The Melbourne Museum Comedy Tour brings to reality one of the greatest ambitions of science fans – the chance to wander around a museum after hours and to laugh your head off without anyone giving you dirty looks.
After putting out a few feelers Prospero signed up 12 acts, a fantastic mixture of Aussie and UK talent including Aussie’s Damian Clarke, Geraldine Quinn, France’s Marcel Lucont and UK’s Sanderson Jones feature in their impressive line up of comedians.
So check out Prospero at http://prosperocommunications.co.uk/arts/melbourne.html. They will be there for five weeks from 17th March and from the looks of the line up I wish I was going to be in Melbourne to see it!
In more West End style news the final casting is in for Holding The Man, the Aussie play about to hit London on the ground running. Opening at Trafalgar Studios in under a month the launch and first day of rehearsals was today.
The full company will be Jane Turner (Kath and Kim, BBC/ABC), Simon Burke (The Sound of Music, La Cage Aux Folles), Oliver Farnworth (Hollyoaks, Channel 4) and Anna Skellern (The Descent 2, Celador). Reprising the roles they originated in Australia and also making their West End debuts will be Guy Edmonds as Tim Conigrave and Matt Zeremes as John Caleo.
Tommy Murphy won a NSW Premier Award and an AWGIE Award for his 2007 adapatation of Holding the Man and had four sell out Sydney seasons (including the Sydney Opera House). In London, Tommy’s work has been staged at the National Theatre Studio and he is a member of the Royal Court Young Writer’s programme.
The show will be directed by David Berthold, director of the original Australian production, and designed by Brian Thomson, most recently known for his design of the musical, Priscilla, Queen of the Desert.
Falling in love with the captain of the football team at an all-male Melbourne High School in the ‘70’s was never going to be universally popular. But for Tim Conigrave being young and gay in Australia was exciting but uncharted territory.

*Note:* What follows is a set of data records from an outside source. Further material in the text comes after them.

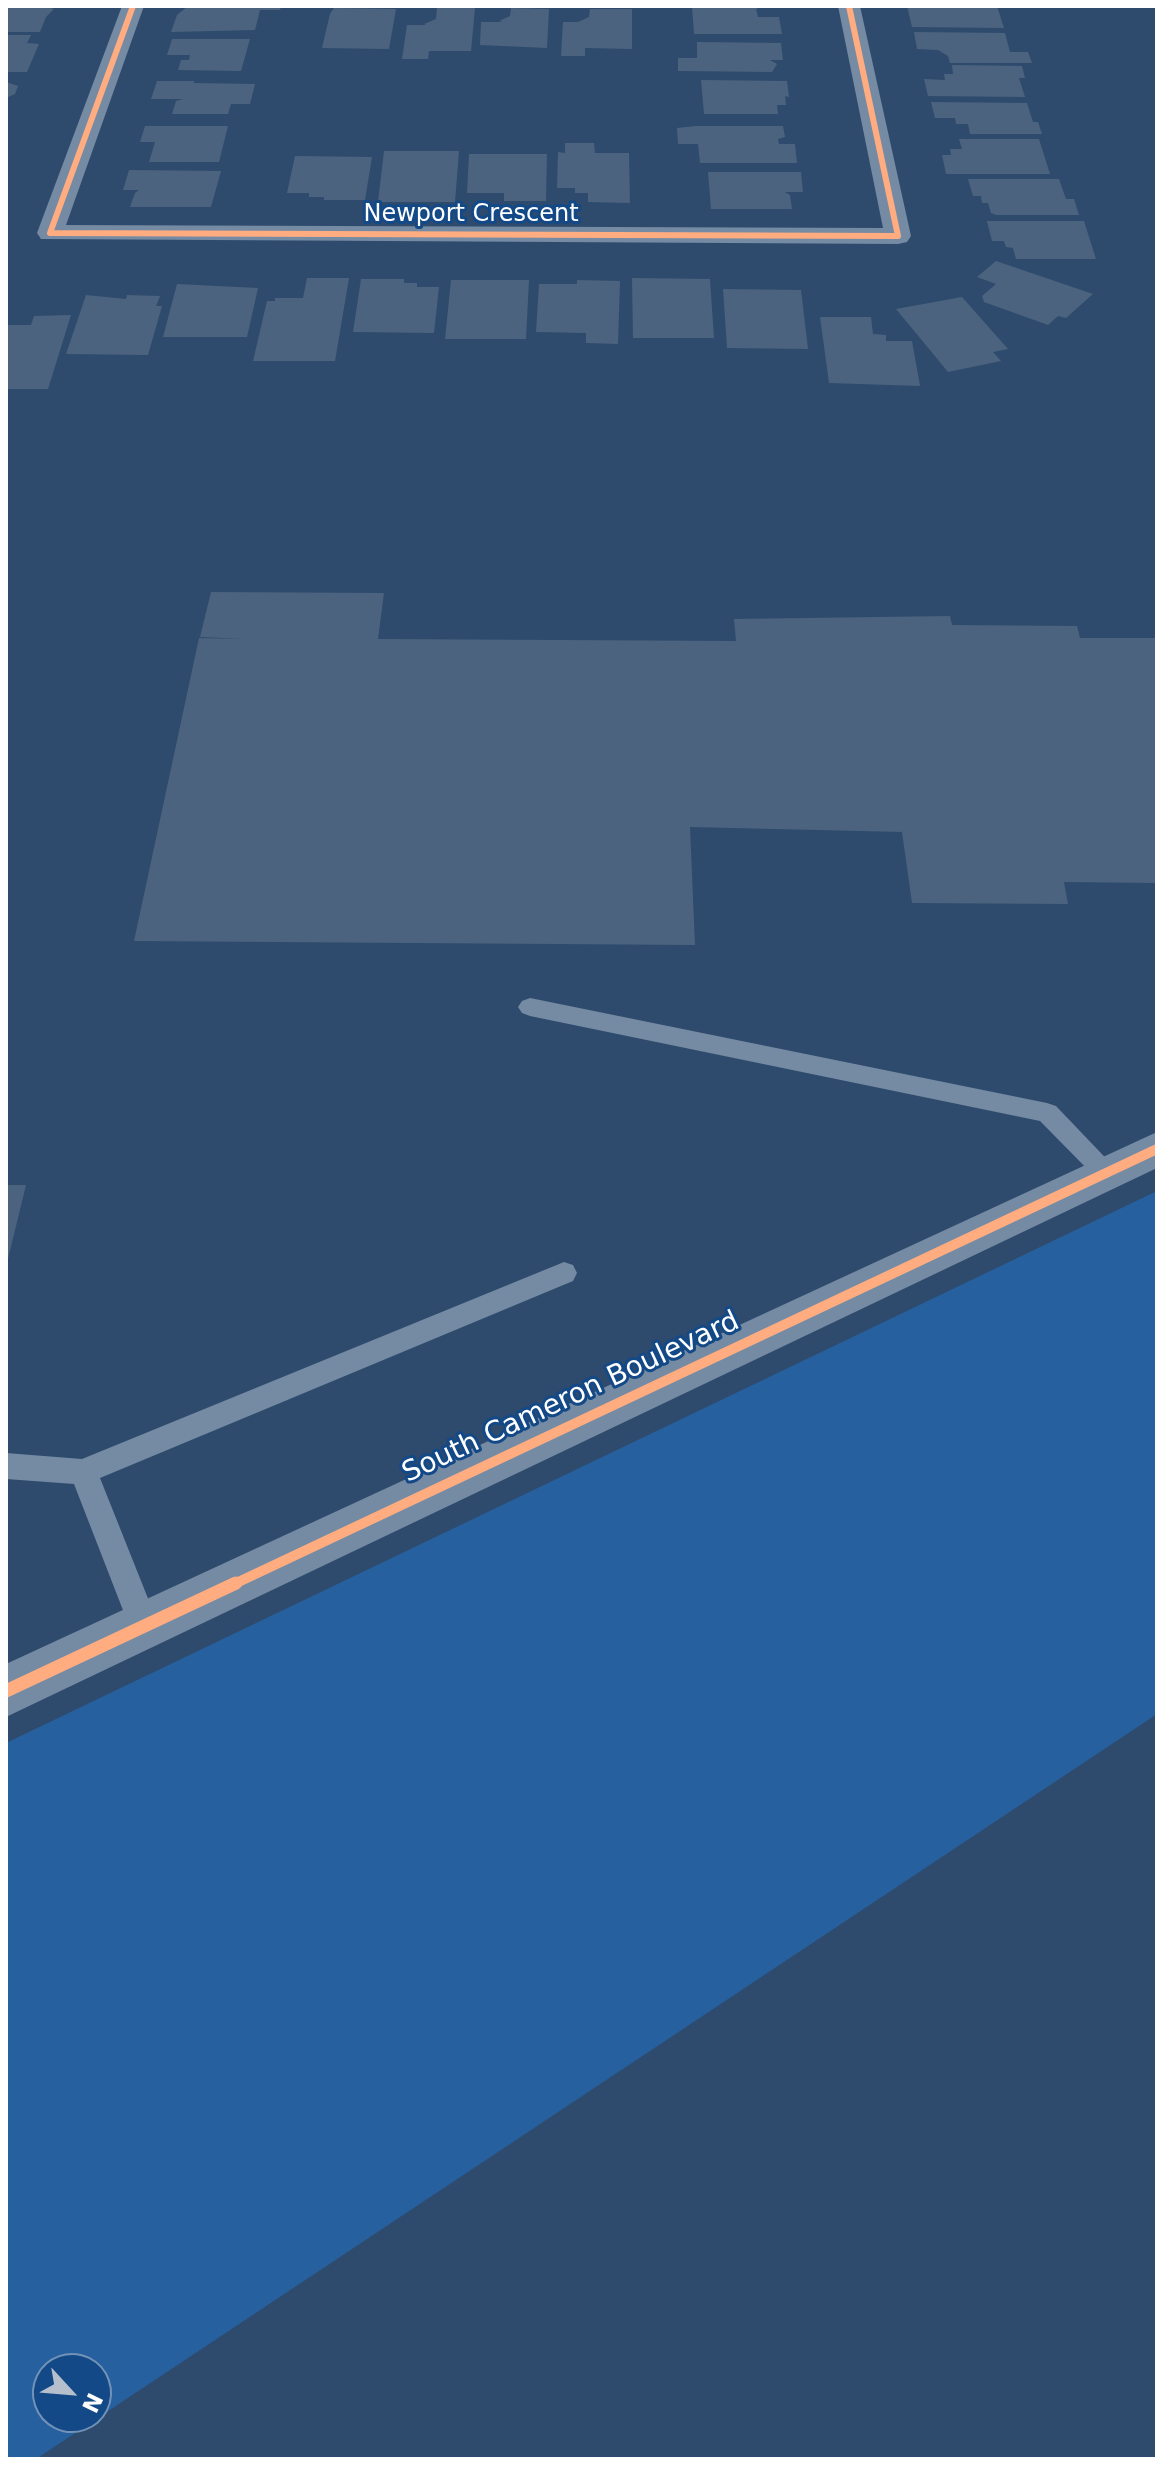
<!DOCTYPE html>
<html>
<head>
<meta charset="utf-8">
<style>
  body { margin:0 }
  #map { position:relative; width:1163px; height:2465px; overflow:hidden; background:#2e4b6d; font-family:"DejaVu Sans",sans-serif }
  canvas { display:block }
  .frame { position:absolute; inset:0; border:8px solid #fff; pointer-events:none }
  .north { position:absolute; left:32px; top:2353px; width:80px; height:80px; box-sizing:border-box; background:#144987; border:2px solid #7292b7; border-radius:50%; rotate:116deg; font-size:22px; font-weight:700; line-height:32px; text-align:center; color:#fff }
  .north::after { content:''; display:block; margin:auto; width:28px; height:36px; background:#b6c0cc; clip-path:polygon(50% 0,100% 100%,50% 72%,0 100%) }
</style>
</head>
<body>
<div id="map">
<canvas width="1163" height="2465"></canvas>
<div class="frame"></div>
<div class="north">N</div>
</div>
<script>
const ctx = document.querySelector('canvas').getContext('2d');
ctx.lineJoin = 'round';
function fill(path, color) { ctx.fillStyle = color; ctx.fill(path, 'evenodd'); }
const toPath = rows => new Path2D(rows.map(r => 'M' + r).join(''));
function stroke(path, color, width, dash) { ctx.strokeStyle = color; ctx.lineWidth = width; ctx.lineCap = dash ? 'butt' : 'round'; ctx.setLineDash(dash || []); ctx.stroke(path); }
function write(font, color, halo, rows, align = 'center') {
  ctx.font = font + ' "DejaVu Sans",sans-serif'; ctx.lineWidth = 6; ctx.setLineDash([]); ctx.textBaseline = 'middle'; ctx.strokeStyle = halo; ctx.fillStyle = color; for (const [text, x, y, turn = 0] of rows) {
    ctx.save(); ctx.translate(x, y); ctx.rotate((+turn || 0) * Math.PI / 180); ctx.textAlign = isNaN(turn) ? turn : align; if (halo) ctx.strokeText(text, 0, 0); ctx.fillText(text, 0, 0); ctx.restore();
  }
}
const green = toPath([
  [1157,1191,1157,1714,36,2459,6,2459,6,1743],
  [48,2369,96,2369,96,2417,48,2417]
]);
const building = toPath([
  [6,6,45,6,54,9,46,17,40,32,6,32],
  [188,6,281,6,280,10,260,10,255,30,171,32,177,15],
  [692,6,763,6,756,9,758,17,779,17,782,34,694,34],
  [907,6,997,6,1004,28,912,27],
  [334,8,396,9,389,49,322,48,330,14],
  [437,8,475,8,471,51,429,51,428,59,402,59,407,25,426,25,424,24,436,19],
  [511,8,549,9,547,48,480,45,481,22,503,22,499,21,510,16],
  [590,9,632,9,632,49,585,48,585,56,561,56,563,22,578,22,589,17],
  [914,32,1005,33,1010,52,1028,52,1032,63,950,63,948,56,938,50,917,49],
  [6,35,31,35,27,43,39,44,27,72,6,72],
  [172,39,250,39,241,71,178,70,181,60,189,60,190,55,167,55],
  [697,42,781,43,783,60,770,60,777,64,772,72,678,71,678,58,697,58],
  [952,65,1022,66,1025,78,1019,78,1025,97,928,96,924,79,945,80,944,74,953,74],
  [701,80,787,81,789,97,785,96,786,105,777,105,778,114,704,114],
  [157,81,194,81,194,83,255,84,250,104,231,104,228,114,172,114,176,101,183,99,151,99],
  [6,82,18,86,15,94,6,98],
  [931,102,1027,103,1033,122,1038,122,1042,134,970,134,968,124,956,124,955,118,935,118],
  [145,126,228,126,219,162,149,162,155,142,140,142],
  [696,126,783,126,785,137,778,139,779,144,795,144,797,163,700,163,698,144,678,144,677,128],
  [959,139,1039,139,1050,174,946,174,942,155,951,155,950,149,962,149],
  [565,143,594,143,595,153,629,153,630,203,588,202,588,193,575,193,575,188,557,188,558,152,565,153],
  [384,151,459,151,455,202,378,202],
  [469,154,547,154,546,201,504,201,504,193,467,193],
  [295,156,372,157,365,200,324,200,324,197,309,197,309,193,287,193],
  [129,170,221,171,211,207,130,207,135,193,139,190,123,190],
  [708,172,801,172,803,192,785,192,790,195,792,209,711,209],
  [968,179,1059,179,1066,199,1074,199,1079,215,996,215,991,213,988,203,982,203,981,196,973,196],
  [987,221,1084,221,1096,259,1016,259,1013,248,1006,247,1004,241,992,241],
  [996,261,1093,294,1066,318,1058,316,1048,325,984,302,982,296,996,284,977,277],
  [307,278,349,278,335,361,253,361,267,301,275,301,275,298,303,298],
  [632,278,710,279,714,338,633,338],
  [361,279,404,279,404,283,417,283,417,287,439,287,434,333,353,332],
  [451,280,529,280,526,339,445,339],
  [577,280,620,281,618,344,586,343,586,333,536,332,539,284,577,284],
  [177,284,258,288,247,337,163,337],
  [723,289,801,290,808,349,727,348],
  [86,295,126,299,127,295,160,296,156,306,162,306,148,355,66,354],
  [962,297,1008,349,993,352,1001,361,948,372,896,309],
  [71,315,48,389,6,389,6,325,31,325,34,316],
  [820,317,871,317,873,334,886,335,886,341,912,341,920,386,829,383],
  [211,592,384,593,378,639,736,641,734,619,950,616,952,625,1077,626,1080,638,1157,638,1157,883,1064,882,1068,904,912,903,902,832,690,827,695,945,134,941,199,638,247,639,200,637],
  [6,1185,26,1185,7,1263,6,1263]
]);
const lane = toPath([
  [530,998,1047,1103,1056,1106,1120,1173,1116,1180,1107,1183,1098,1180,1040,1121,530,1016,522,1013,518,1007,522,1001,530,998],
  [564,1262,573,1265,577,1273,573,1281,100,1478,159,1626,155,1636,144,1641,133,1636,74,1484,6,1479,6,1453,82,1459,564,1262]
]);
const street = toPath([
  [122,6,144,6,66,225,883,228,838,6,860,6,911,236,907,242,898,244,41,239,37,233,122,6],
  [1157,1132,1157,1168,6,1717,6,1664,1157,1132]
]);
const cyclewayFar2 = toPath([
  [133,6,50,233,898,236,849,6]
]);
const cyclewayFar1 = toPath([
  [232,1585,1157,1149]
]);
const cycleway = toPath([
  [6,1691,236,1583]
]);
const farStreetnames = [
  ["Newport Crescent",471,215]
];
const streetNames = [
  ["South Cameron Boulevard",571,1398,-25]
];
fill(green, '#27609e');
fill(building, '#4b637e');
fill(lane, '#758aa3');
fill(street, '#758aa3');
stroke(cyclewayFar2, '#ffac80', 6);
stroke(cyclewayFar1, '#ffac80', 10);
stroke(cycleway, '#ffac80', 13);
write('24px', '#fff', '#144987', farStreetnames);
write('28px', '#fff', '#144987', streetNames);
</script>
</body>
</html>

Holding The Man is an achingly funny and heartbreaking true life story about the relationship between Tim and John Caleo. This multi-award winning play explores the highs and lows of their remarkable partnership and is a celebration that speaks across generations, sexual preference and culture.
Holding the Man (published by Penguin) is the best-selling memoir by Australian writer, actor, and activist Timothy Conigrave. Reprinted thirteen times around the world Holding the Man won the United Nations Human Rights Award for Non-Fiction in 1995. The term ‘Holding the Man’ comes from Australian Football and refers to a transgression that incurs a penalty.
The play is produced by Daniel Sparrow (All About My Mother), Mike Walsh OBE, Benjamin Jones and Neil Gooding Productions. Speaking to Sparrow late last week he said it has been three years in the making to get this play to transfer to London. It is nice to see that there such a passion for bringing quality Australian work to London, and these producers are making the dream a reality. It has clearly been a long process, but one that has definitely paid off. It is exciting to see work like this coming into Trafalgar Studios showing the world that Aussies make great theatre.
To book for Holding The Man go to http://www.ambassadortickets.com/1691/677/London/Trafalgar-Studios/Holding-The-Man or head directly to the box office.
I look forward to seeing this production as I had moved to London by the time the show made a name for itself on Aussie shores, and on a personal note it will be lovely to see my friend Simon Burke succeed in another play here in London, as he continues to be such a brilliant ambassador for Australian culture in London.